* GIVEN RECORDS

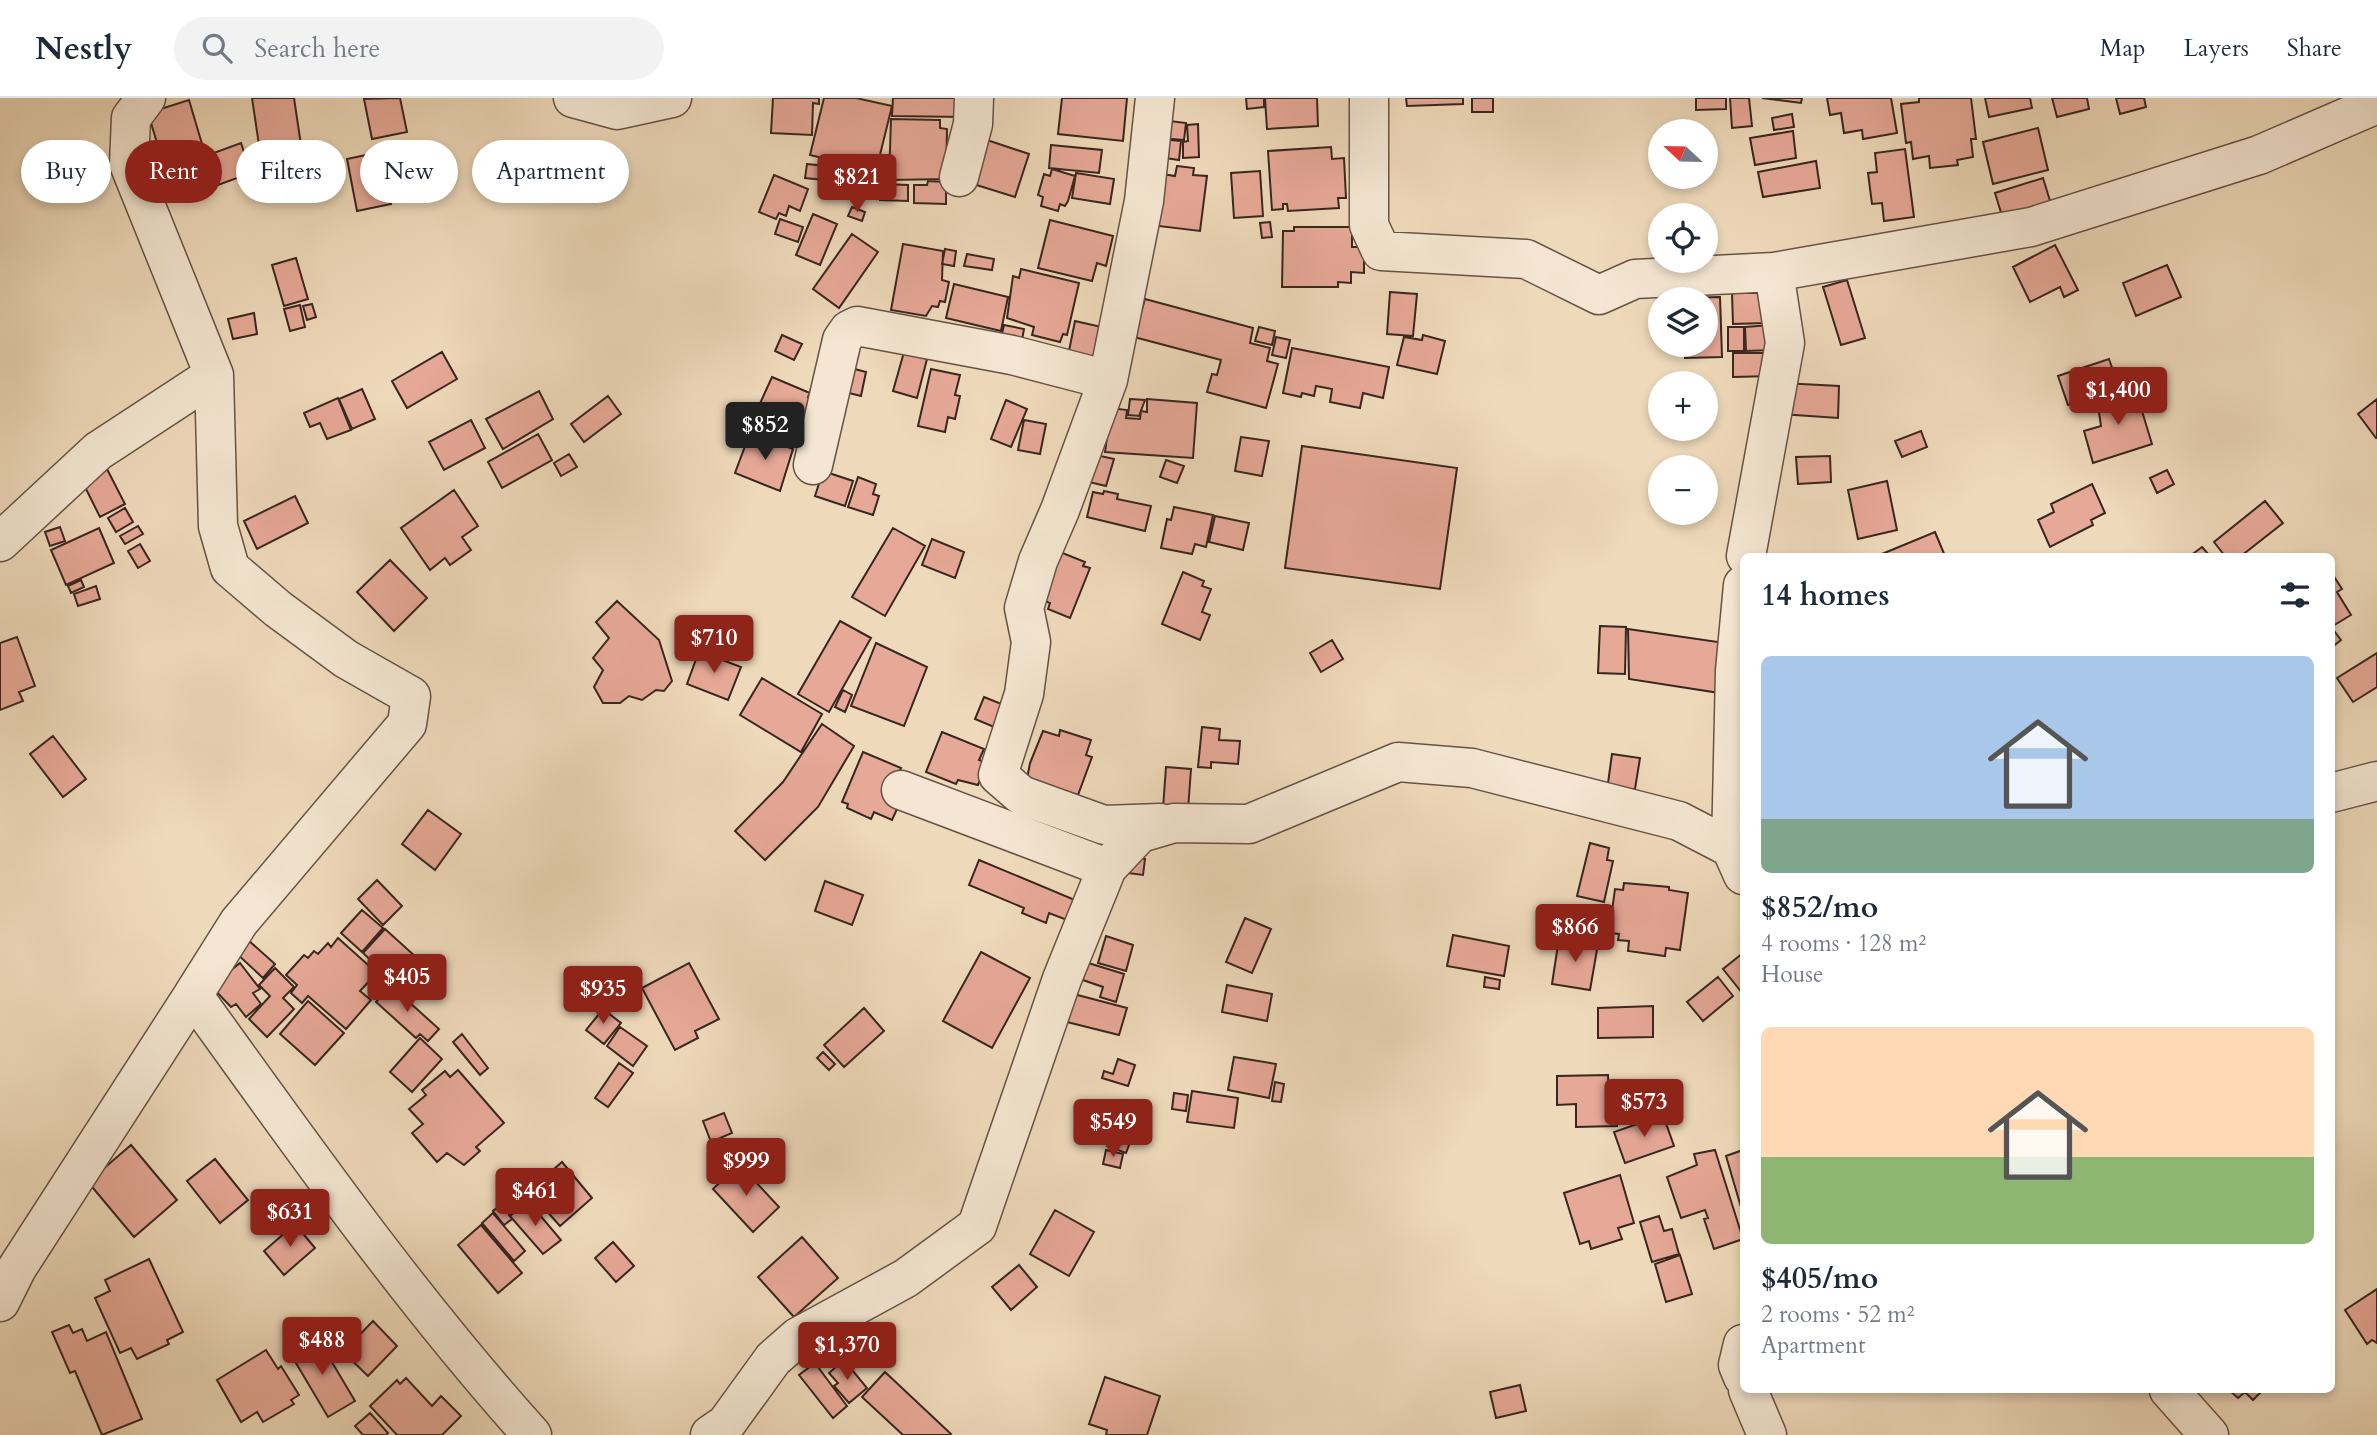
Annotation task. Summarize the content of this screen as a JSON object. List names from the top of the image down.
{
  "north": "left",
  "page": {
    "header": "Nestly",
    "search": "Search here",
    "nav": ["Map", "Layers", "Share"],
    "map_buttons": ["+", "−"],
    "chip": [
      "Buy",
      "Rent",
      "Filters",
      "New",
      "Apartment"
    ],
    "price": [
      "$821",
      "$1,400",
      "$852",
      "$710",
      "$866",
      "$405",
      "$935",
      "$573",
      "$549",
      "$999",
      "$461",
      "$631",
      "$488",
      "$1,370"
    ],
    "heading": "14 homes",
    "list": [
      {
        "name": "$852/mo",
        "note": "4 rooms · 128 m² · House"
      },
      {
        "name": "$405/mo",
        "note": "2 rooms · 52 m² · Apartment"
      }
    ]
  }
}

* * *

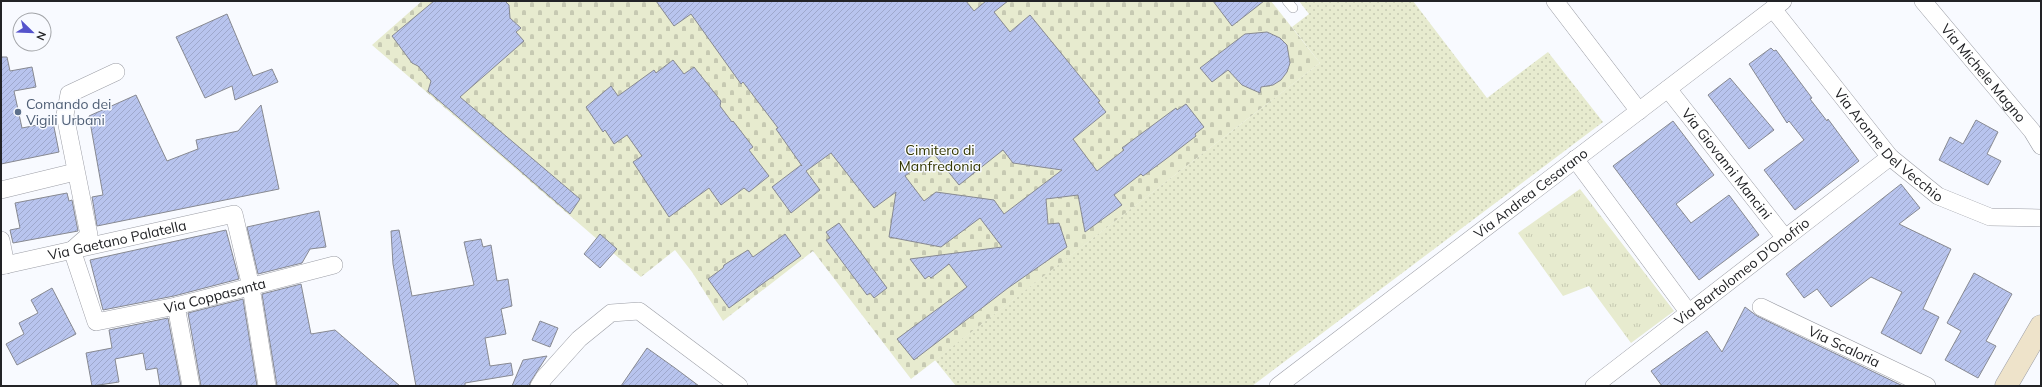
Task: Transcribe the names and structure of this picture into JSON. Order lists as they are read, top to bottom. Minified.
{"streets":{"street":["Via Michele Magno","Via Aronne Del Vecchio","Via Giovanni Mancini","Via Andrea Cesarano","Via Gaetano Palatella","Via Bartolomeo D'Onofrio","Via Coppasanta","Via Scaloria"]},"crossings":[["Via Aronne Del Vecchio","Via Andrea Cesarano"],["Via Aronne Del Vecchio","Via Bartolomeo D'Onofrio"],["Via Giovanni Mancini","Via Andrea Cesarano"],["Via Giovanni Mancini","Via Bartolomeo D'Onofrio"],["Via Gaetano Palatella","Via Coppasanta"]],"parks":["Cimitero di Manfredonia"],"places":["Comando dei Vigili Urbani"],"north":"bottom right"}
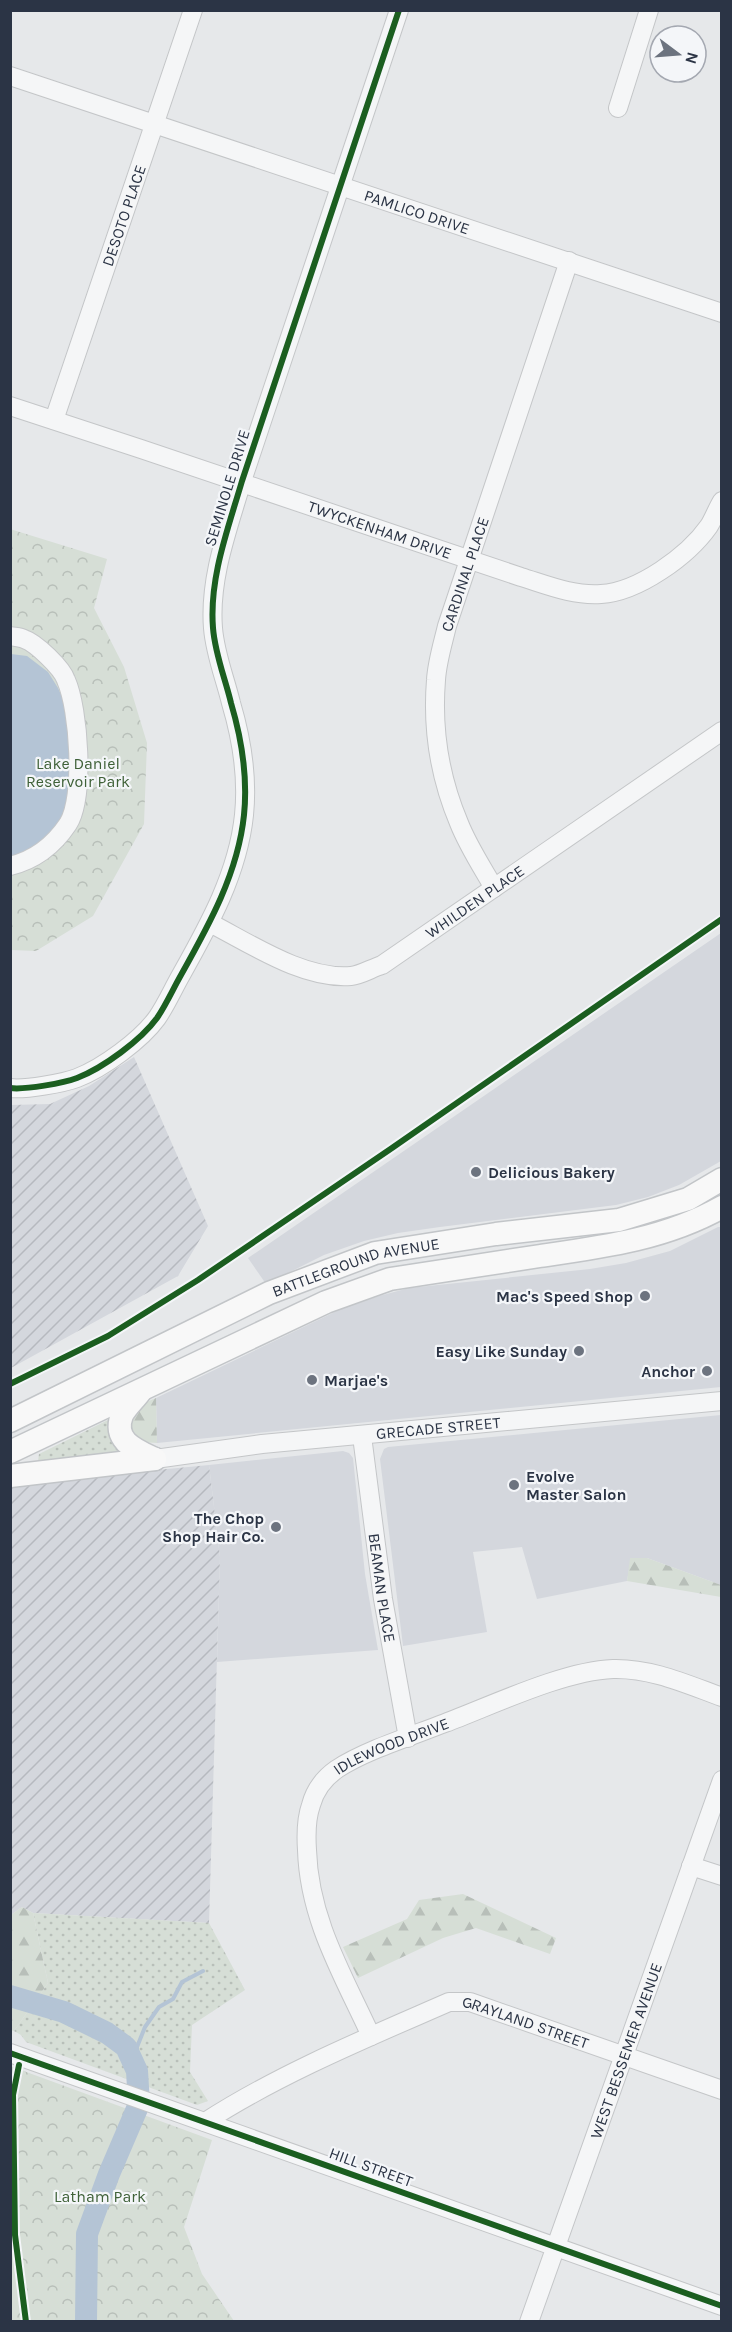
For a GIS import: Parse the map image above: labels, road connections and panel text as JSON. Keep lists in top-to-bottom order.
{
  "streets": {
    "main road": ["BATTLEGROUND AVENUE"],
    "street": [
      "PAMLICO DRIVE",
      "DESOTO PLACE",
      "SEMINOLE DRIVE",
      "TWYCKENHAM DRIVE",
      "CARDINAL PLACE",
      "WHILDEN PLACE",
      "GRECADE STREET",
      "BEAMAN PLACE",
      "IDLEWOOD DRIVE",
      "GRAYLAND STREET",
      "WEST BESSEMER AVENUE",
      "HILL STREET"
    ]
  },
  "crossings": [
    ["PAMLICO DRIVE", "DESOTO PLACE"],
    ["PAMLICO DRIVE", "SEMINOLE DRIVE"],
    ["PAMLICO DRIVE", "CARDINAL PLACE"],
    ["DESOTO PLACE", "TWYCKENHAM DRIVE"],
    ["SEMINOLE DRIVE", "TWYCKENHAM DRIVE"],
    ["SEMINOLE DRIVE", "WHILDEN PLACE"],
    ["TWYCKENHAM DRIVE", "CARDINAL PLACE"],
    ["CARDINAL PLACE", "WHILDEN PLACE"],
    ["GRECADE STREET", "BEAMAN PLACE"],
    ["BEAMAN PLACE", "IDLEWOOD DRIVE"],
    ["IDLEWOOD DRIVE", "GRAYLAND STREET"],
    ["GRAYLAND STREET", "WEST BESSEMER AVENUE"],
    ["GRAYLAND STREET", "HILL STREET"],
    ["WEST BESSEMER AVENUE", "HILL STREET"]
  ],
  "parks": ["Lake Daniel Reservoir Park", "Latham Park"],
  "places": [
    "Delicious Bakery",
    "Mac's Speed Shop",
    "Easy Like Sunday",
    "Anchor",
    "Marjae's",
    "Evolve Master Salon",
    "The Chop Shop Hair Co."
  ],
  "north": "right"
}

...

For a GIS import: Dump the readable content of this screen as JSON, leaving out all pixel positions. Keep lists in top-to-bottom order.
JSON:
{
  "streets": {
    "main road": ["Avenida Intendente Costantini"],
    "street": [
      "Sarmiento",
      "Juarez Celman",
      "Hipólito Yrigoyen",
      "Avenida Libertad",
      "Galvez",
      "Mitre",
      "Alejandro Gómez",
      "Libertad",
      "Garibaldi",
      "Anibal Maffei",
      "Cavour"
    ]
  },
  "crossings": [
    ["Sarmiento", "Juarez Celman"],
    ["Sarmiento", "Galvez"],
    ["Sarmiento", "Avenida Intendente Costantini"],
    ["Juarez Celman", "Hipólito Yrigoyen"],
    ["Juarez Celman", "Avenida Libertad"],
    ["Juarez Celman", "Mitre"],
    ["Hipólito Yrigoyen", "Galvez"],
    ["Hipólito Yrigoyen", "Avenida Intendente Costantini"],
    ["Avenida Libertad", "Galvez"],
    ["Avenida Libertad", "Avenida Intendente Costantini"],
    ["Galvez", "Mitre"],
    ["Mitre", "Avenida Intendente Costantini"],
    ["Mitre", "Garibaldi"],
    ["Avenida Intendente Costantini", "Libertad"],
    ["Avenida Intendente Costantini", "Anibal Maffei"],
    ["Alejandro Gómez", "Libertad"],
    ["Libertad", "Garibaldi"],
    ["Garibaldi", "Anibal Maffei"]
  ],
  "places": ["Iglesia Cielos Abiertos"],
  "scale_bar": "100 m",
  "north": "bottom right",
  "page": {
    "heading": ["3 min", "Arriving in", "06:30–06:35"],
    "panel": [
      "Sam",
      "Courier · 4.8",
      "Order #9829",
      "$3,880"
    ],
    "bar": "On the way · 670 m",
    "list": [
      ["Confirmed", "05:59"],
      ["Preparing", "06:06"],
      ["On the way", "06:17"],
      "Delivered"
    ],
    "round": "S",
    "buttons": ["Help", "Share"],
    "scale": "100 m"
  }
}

* WHAT IS EXPECTED
Only lines containing "AVENUE" belong in the answer; copy every such line from the records.

* RESULT BELOW
    "main road": ["BATTLEGROUND AVENUE"],
      "WEST BESSEMER AVENUE",
    ["GRAYLAND STREET", "WEST BESSEMER AVENUE"],
    ["WEST BESSEMER AVENUE", "HILL STREET"]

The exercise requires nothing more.